In addition to the winning project, FrontlineSMS: Medic, the NetSquared Mobile Challenge had several projects that use FrontlineSMS software:FrontlineSMS Alerts and IJ Central were two other finalists.

Several more were centered around SMSmessaging, though it was not clear if FrontlineSMS was the software they intended to use.

So what is this FrontlineSMS stuff, exactly?FrontlineSMS software is a SMS switchboard made for the needs of NGOs.

By leveraging basic tools already available to most NGOs — computers and mobile phones — FrontlineSMS enables instantaneous two-way communication on a large scale. It’s easy to implement, simple to operate, and best of all, the software is free.

Being able to send lots of SMS messages without telecom carrier involvement sounds like a Very Good Thing in particular circumstances.
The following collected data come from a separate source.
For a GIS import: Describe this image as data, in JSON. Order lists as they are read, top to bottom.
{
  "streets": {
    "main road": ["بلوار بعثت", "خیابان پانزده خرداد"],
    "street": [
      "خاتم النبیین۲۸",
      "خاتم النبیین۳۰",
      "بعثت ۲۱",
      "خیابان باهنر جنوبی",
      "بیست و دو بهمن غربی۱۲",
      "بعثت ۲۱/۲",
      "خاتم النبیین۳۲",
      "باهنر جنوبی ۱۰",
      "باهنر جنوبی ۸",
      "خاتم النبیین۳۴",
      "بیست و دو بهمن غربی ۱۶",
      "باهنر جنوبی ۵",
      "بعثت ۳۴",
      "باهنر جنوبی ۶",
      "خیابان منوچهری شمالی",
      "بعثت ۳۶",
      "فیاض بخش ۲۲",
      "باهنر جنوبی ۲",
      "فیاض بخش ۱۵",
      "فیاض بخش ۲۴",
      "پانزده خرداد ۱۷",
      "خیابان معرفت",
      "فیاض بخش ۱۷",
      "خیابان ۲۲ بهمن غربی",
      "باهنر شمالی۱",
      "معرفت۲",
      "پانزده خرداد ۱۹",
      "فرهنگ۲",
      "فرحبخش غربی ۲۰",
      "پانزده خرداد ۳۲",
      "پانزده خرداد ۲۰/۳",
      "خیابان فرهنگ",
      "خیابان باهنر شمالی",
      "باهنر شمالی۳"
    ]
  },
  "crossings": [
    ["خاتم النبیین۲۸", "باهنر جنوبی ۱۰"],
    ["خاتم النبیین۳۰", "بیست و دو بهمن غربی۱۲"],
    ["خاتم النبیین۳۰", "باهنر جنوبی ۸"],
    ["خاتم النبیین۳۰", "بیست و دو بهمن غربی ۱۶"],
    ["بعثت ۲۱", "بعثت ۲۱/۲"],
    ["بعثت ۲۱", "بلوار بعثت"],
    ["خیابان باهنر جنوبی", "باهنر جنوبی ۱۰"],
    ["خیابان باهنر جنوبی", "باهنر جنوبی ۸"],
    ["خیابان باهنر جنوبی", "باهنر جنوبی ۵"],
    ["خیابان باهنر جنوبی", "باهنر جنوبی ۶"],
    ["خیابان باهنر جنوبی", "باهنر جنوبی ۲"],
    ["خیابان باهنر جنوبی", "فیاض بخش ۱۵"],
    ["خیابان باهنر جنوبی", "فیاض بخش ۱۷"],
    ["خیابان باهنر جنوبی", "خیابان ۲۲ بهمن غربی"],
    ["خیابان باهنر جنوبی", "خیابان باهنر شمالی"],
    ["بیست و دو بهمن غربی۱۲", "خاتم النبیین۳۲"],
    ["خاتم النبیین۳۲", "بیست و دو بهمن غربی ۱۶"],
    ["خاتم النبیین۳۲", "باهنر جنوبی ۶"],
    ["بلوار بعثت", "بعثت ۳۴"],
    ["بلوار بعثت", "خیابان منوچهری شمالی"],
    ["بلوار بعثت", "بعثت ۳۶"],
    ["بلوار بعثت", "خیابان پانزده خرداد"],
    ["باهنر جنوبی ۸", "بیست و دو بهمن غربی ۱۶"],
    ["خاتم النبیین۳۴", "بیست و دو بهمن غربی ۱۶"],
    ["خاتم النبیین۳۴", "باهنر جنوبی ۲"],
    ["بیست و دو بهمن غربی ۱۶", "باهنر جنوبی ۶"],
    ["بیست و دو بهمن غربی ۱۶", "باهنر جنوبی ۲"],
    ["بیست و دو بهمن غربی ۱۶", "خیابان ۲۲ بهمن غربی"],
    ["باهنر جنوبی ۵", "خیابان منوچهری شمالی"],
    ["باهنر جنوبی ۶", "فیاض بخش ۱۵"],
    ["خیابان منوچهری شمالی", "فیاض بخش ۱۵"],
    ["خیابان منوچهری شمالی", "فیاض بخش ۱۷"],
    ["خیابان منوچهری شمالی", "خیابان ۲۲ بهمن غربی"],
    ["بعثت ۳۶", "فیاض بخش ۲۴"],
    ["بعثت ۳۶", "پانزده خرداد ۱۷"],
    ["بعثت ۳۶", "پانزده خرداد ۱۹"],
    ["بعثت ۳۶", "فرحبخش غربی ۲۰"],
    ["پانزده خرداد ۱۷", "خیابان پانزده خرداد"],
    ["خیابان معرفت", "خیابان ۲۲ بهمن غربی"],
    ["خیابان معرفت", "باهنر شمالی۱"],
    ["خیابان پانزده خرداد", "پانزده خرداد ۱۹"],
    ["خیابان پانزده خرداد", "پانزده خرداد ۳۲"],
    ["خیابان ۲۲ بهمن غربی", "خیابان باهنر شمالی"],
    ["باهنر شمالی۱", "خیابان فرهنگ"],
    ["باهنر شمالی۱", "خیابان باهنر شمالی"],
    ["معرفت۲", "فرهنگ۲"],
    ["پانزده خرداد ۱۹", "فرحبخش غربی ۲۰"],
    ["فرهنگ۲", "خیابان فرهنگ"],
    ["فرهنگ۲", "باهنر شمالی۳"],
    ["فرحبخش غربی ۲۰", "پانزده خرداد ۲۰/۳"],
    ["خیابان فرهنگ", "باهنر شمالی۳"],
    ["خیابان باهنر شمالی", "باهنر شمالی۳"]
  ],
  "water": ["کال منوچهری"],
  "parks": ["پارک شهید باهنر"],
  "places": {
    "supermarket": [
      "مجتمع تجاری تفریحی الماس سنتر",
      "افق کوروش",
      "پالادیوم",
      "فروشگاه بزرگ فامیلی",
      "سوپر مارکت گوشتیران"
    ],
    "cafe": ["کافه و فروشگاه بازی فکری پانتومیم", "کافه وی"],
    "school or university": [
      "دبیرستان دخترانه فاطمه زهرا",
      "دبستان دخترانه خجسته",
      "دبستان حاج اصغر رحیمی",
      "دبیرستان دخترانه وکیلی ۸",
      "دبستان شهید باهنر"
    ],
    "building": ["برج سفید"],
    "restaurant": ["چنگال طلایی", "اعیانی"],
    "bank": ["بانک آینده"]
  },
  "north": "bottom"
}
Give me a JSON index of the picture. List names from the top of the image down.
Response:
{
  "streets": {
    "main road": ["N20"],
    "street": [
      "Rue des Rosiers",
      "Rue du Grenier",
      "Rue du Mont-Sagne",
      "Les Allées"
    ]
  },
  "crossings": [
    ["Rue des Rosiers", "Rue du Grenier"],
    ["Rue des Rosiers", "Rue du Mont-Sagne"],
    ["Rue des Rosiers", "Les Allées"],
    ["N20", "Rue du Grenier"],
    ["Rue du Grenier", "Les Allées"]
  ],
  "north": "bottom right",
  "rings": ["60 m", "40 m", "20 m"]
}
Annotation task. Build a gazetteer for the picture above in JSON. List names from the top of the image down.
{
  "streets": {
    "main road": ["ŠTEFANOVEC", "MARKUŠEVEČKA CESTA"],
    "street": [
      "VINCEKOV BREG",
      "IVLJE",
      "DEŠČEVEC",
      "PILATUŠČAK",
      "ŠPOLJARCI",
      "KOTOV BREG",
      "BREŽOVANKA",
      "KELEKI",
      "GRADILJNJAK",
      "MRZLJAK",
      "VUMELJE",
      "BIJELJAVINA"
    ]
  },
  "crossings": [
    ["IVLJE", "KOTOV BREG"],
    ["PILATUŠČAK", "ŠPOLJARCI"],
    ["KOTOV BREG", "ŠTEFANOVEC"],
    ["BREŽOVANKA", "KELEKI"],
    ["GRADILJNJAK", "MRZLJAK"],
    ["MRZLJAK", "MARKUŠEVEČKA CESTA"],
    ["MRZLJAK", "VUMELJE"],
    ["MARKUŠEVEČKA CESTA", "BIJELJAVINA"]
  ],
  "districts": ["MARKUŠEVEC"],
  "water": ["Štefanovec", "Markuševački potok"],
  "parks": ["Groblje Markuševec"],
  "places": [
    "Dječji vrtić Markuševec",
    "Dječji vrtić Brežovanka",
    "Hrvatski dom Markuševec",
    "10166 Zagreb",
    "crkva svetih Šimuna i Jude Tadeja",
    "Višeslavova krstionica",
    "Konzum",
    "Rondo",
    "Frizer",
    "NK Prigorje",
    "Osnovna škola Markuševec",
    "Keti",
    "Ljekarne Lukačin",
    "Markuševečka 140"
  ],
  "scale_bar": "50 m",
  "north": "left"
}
Here’s one endorsement from the FrontlineSMS website:

Based in Africa in a country where broadcast technology is controlled by a dictatorial government, this software has enabled me to communicate with the public at large. I am able to run my project without drawing unnecessary attention to myself — a good thing in this neck of the woods. — Anonymous

The FrontlineSMS project is run by Ken Banks and the kiwanja Foundation, with funding by the Hewlett Foundation, MacArthur and the Open Society Institute.

It’s not clear to me whether FrontlineSMS is open source. The software is free to use — for NGOs at least - but one must fill out a form before download. -I’ve seen mention that the project would go open source sometime this spring, though I could find no indication that the code has been released just yet. The code seems to be written in Java.

Update 2 Jun: The source code is available at the FrontlineSMS project on sourceforge, licensed under the LGPL.

Here’s more about the software:

Many thanks to the funders and team behind FrontlineSMS. The software’s existence means that these NetSquared projects can focus on the task at hand — improving agriculture or medical care — not on taking apart cell phones. Opening up the FrontlineSMS source code should make the software that much more accessible — and let volunteers make it work on different types of phones.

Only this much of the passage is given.